Concerning the co-morbidity of CD and ODD with SLD, studies involved in this systematic review declared that the prevalence rate of both disorders is not high with SLD. The prevalence rate of CD estimated to be 0.8–3%, while the ODD prevalence rate with SLD was 7.8%. The recruited studies explained the co-morbidity of both ODD and CD with SLD through their relationship with the ADHD in the first place and that it is not a direct relation to SLD. In other words, CD and ODD are comorbid disorders with SLD in children with ADHD too. This suggested that ADHD is an important factor in the development of CD and ODD as proclaimed by Huc-Chabrolle et al. [54] and Smith and Adams [55]. The explanation is that the 3 disorders (ADHD, CD, ODD) are categorized by the psychiatrists into the same psychiatric disorder which is the disruptive behavior disorder. Adding to this and from the psychiatric point of view, CD and ODD are considered a late deteriorated stage of untreated ADHD [55]. Moreover, it was found by Waldman et al. [56] that there is a genetic correlation between the 3 disorders with a shared set of genes that influence them.

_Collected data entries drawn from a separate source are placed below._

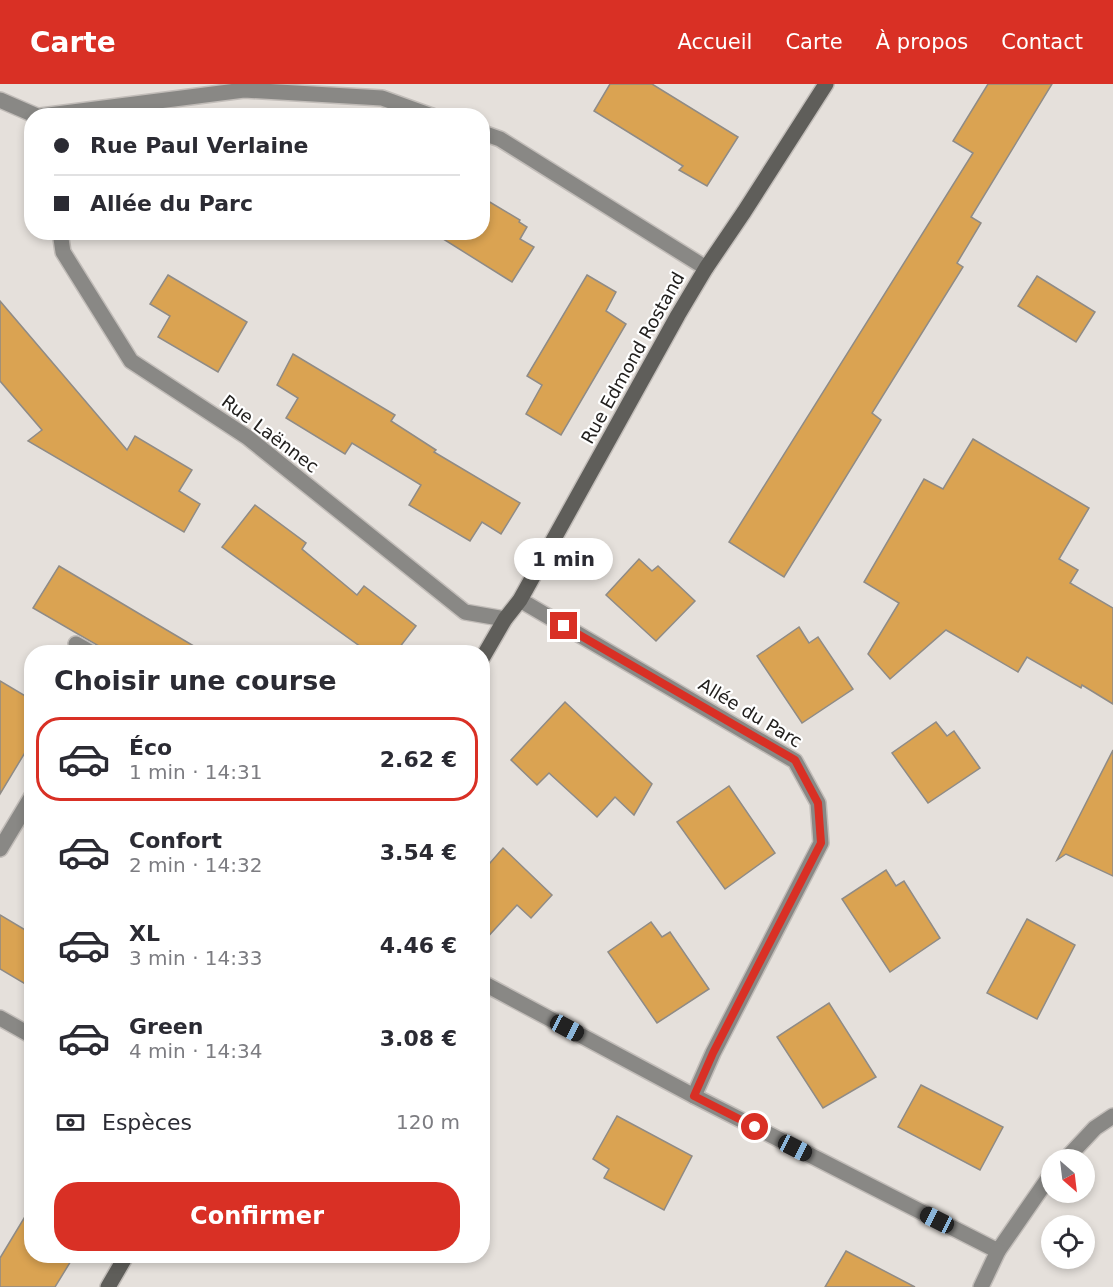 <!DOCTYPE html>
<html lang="fr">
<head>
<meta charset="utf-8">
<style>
  :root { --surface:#fff; --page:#f2f2f3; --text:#2b2b33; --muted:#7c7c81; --line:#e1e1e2; --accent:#d93025 }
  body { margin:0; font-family:"DejaVu Sans",sans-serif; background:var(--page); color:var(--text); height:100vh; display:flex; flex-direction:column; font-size:22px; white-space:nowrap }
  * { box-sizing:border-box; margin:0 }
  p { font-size:20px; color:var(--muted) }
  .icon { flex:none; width:33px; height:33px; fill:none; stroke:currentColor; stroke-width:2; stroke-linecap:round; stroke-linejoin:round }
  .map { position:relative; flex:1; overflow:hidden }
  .panel { position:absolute; left:24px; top:561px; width:466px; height:618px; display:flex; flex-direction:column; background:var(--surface); border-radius:24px; box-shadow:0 3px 9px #0003 }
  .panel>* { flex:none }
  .hud { position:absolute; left:24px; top:24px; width:466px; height:132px; border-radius:24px; box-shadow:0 3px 9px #0003; display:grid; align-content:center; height:132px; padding:0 30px; background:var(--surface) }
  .needle { width:39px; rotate:152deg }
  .tools { position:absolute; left:1041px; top:1065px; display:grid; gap:12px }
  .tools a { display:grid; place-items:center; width:54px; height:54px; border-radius:50%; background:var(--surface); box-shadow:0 3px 9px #0003; font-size:30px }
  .end { position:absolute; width:27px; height:27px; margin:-14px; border:8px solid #d93025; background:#fff; box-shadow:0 0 0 3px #fff }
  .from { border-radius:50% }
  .bubble { position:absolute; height:42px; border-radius:21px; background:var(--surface); box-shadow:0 3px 9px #0003; font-size:20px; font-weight:700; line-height:42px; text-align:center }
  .car { position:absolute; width:18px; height:36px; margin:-18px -9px; border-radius:8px; box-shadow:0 0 4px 2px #0007; background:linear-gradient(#222 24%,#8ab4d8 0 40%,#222 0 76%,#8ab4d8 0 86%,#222 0) }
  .hud b { display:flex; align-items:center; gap:21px; height:57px; font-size:22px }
  .hud b+b { border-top:2px solid var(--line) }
  .hud i { width:15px; height:15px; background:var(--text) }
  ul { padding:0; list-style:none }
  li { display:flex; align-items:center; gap:18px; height:84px; margin:0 12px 9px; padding:0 18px; border:3px solid transparent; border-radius:24px }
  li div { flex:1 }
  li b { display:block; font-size:22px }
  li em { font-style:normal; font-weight:700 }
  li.selected { border-color:var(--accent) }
  li>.icon { width:54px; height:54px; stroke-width:1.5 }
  h2 { padding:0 30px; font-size:27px; line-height:72px }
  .pay { display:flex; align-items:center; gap:15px; height:66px; padding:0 30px; font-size:22px }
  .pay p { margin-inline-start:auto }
  .cta { display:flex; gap:12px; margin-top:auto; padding:12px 30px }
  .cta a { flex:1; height:69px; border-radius:24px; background:var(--accent); color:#fff; font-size:24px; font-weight:700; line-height:69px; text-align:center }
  header { display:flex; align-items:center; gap:36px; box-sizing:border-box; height:84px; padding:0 30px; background:var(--accent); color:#fff }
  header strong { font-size:28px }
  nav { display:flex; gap:33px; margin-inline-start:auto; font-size:21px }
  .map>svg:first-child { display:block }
</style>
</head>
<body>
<header>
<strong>Carte</strong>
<nav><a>Accueil</a><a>Carte</a><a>À propos</a><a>Contact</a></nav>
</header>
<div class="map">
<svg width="1113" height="1203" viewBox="0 0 1113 1203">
  <rect width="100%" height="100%" fill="#e5e0db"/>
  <g fill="#daa352" stroke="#8f8b86" stroke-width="1.5">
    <polygon points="610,0 652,0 738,53 707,102 679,86 683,82 594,27"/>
    <polygon points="988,0 1052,0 971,133 981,139 957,179 963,183 872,329 881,336 784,493 729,458 973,69 953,57"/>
    <polygon points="483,114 520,136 519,138 527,143 520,155 534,163 512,198 432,148 483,148"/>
    <polygon points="168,191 247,238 218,288 158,253 170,232 150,220"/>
    <polygon points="587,191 616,208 606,227 626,240 561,351 526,330 542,301 527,292"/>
    <polygon points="1037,192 1095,228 1076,258 1018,222"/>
    <polygon points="0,217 127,366 135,352 192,386 179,407 200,420 184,448 28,357 42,346 0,297"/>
    <polygon points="293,270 395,331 391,337 436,366 434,368 520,419 501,450 482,438 470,457 409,421 421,401 352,359 345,370 286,334 298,314 277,301"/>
    <polygon points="973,355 1089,424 1059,475 1078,486 1070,499 1113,524 1113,620 1082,601 1081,604 1027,573 1018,588 946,546 890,595 868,570 899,519 864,498 924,395 943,405"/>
    <polygon points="255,421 306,459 302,465 357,511 364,502 416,542 396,568 368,568 222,463"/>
    <polygon points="639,475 652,487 658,482 695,517 656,557 606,511"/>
    <polygon points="59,482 143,532 204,568 109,568 33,524"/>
    <polygon points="799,543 809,559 818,553 853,605 802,639 757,572"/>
    <polygon points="0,597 32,616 32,657 0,710"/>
    <polygon points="565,618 652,700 634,731 615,713 597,733 549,689 537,701 511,676"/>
    <polygon points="936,638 947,652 954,647 980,684 928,719 892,669"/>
    <polygon points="1113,666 1113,792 1066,770 1057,776"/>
    <polygon points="729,702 775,769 725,805 677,738"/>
    <polygon points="503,764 552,811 531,834 517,821 483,858 483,787"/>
    <polygon points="886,786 896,802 904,797 940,854 890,888 842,815"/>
    <polygon points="0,831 32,850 32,904 0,885"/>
    <polygon points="1027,835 1075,861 1037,935 987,909"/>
    <polygon points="651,838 662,853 670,848 709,905 657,939 608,868"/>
    <polygon points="829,919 876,993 823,1024 777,953"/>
    <polygon points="921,1001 1003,1043 980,1086 898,1043"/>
    <polygon points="617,1032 692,1072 664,1126 604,1094 609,1085 593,1075"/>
    <polygon points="32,1121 32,1172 74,1172 55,1203 0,1203 0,1174"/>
    <polygon points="846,1167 915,1203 825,1203"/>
  </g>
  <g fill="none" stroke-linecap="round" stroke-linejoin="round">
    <defs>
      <g id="street">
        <polyline points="0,16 37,32"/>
        <polyline points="41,32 244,6 382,14 432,32"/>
        <polyline points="483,49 500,55 706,184"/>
        <polyline points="60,148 63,168 131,277 247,353 465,528 505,535"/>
        <polyline points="520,516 795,677 818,719 821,759 713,969 694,1012"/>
        <polyline points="76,560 90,568"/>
        <polyline points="0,765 32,712"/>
        <polyline points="483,899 694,1012 998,1167 1052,1089"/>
        <polyline points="0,934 32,952"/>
        <polyline points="1065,1076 1095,1044 1113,1032"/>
        <polyline points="981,1203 998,1167"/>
      </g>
      <g id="secondary">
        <polyline points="483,573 505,535 520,516 678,231 706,184 744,128 826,0"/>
        <polyline points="108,1203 126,1172"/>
      </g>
    </defs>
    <use href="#street" stroke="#c2bdb9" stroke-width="18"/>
    <use href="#secondary" stroke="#c2bdb9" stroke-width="18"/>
    <use href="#street" stroke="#898885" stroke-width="15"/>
    <use href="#secondary" stroke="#5f5e5a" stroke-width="15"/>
  </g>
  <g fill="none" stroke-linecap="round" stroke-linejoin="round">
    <polyline stroke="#d93025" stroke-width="8" points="564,542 795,676 818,719 821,759 713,969 694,1012 755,1043"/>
  </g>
  <g text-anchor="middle" stroke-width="4.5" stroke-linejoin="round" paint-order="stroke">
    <g font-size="18" fill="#22201e" stroke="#fff">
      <text transform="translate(633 274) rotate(-61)" y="6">Rue Edmond Rostand</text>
      <text transform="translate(270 350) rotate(37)" y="6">Rue Laënnec</text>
      <text transform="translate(750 629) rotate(31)" y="6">Allée du Parc</text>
    </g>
  </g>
</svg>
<div class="tools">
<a><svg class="needle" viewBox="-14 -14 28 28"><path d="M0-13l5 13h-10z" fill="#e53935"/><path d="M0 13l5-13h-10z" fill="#7c7c81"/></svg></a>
<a><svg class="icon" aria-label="locate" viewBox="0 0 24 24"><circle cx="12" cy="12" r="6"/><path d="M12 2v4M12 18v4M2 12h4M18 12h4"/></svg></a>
</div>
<i class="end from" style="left:755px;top:1043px"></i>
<i class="end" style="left:564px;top:542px"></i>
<div class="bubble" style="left:514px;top:454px;width:99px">1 min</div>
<i class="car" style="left:567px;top:944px;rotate:118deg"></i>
<i class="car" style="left:795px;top:1064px;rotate:117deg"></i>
<i class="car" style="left:937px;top:1136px;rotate:297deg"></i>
<div class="hud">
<b><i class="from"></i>Rue Paul Verlaine</b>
<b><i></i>Allée du Parc</b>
</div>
<section class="panel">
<h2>Choisir une course</h2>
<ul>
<li class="selected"><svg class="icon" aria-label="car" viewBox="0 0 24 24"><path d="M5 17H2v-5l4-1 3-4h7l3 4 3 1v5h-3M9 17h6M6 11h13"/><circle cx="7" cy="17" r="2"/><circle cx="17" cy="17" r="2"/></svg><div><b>Éco</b><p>1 min · 14:31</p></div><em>2.62 €</em></li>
<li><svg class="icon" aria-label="car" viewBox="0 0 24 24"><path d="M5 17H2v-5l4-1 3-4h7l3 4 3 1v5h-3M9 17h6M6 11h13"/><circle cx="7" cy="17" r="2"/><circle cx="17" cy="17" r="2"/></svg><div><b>Confort</b><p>2 min · 14:32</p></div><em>3.54 €</em></li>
<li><svg class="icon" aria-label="car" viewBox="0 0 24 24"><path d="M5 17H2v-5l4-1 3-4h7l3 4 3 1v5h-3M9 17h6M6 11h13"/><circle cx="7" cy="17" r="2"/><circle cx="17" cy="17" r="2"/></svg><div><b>XL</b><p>3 min · 14:33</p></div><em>4.46 €</em></li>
<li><svg class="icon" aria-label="car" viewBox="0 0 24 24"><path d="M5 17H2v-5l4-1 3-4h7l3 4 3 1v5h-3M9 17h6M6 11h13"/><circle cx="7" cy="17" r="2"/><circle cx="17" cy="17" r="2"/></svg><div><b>Green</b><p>4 min · 14:34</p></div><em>3.08 €</em></li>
</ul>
<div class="pay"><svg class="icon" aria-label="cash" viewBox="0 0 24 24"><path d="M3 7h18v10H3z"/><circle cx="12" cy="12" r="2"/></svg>Espèces<p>120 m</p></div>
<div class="cta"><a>Confirmer</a></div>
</section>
</div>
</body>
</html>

Finally, the recruited studies declared that learning difficulties in SLD children accompanied by ADHD are more severe and are accompanied by more psychiatric problems, especially CD, ODD, anxiety, or depression. This goes with the results of Levy et al. [57] and was mentioned by Mugnaini et al. [58] and DuPaul et al. [40], who added that the prognosis of SLD and ADHD when accompanying each other is negatively affected. Besides that, Levy et al. [57] mentioned that reading problem scores were higher for children with both ADHD and depression or anxiety disorder symptoms and have extended this finding to combinations of two or more comorbid symptoms. The association of SLD with ADHD and another mental health disorder could be explained by the bi-directional relationship between ADHD and SLD that indicates whether the ADHD or SLD is the primary or the secondary deficit; both could share the same co-morbidity.

Conclusion

Overall, the findings of the studies reviewed in this systematic review described that there is a higher prevalence rate of some psychiatric disorders affecting children with SLD. ADHD was the most prevalent psychiatric co-morbidity in most of the studies followed by anxiety disorders, depression, ODD, and CD. ADHD with SLD is difficult to manage, and both would worsen the prognosis of each other. All the reviewed studies demonstrated the importance of recognizing and providing appropriate therapy for such disorders while managing children with SLD. Thus, screening and early detection of the psychiatric co-morbidity in children with specific learning disorders should be considered and scheduled through the ordinary assessment protocols of SLD.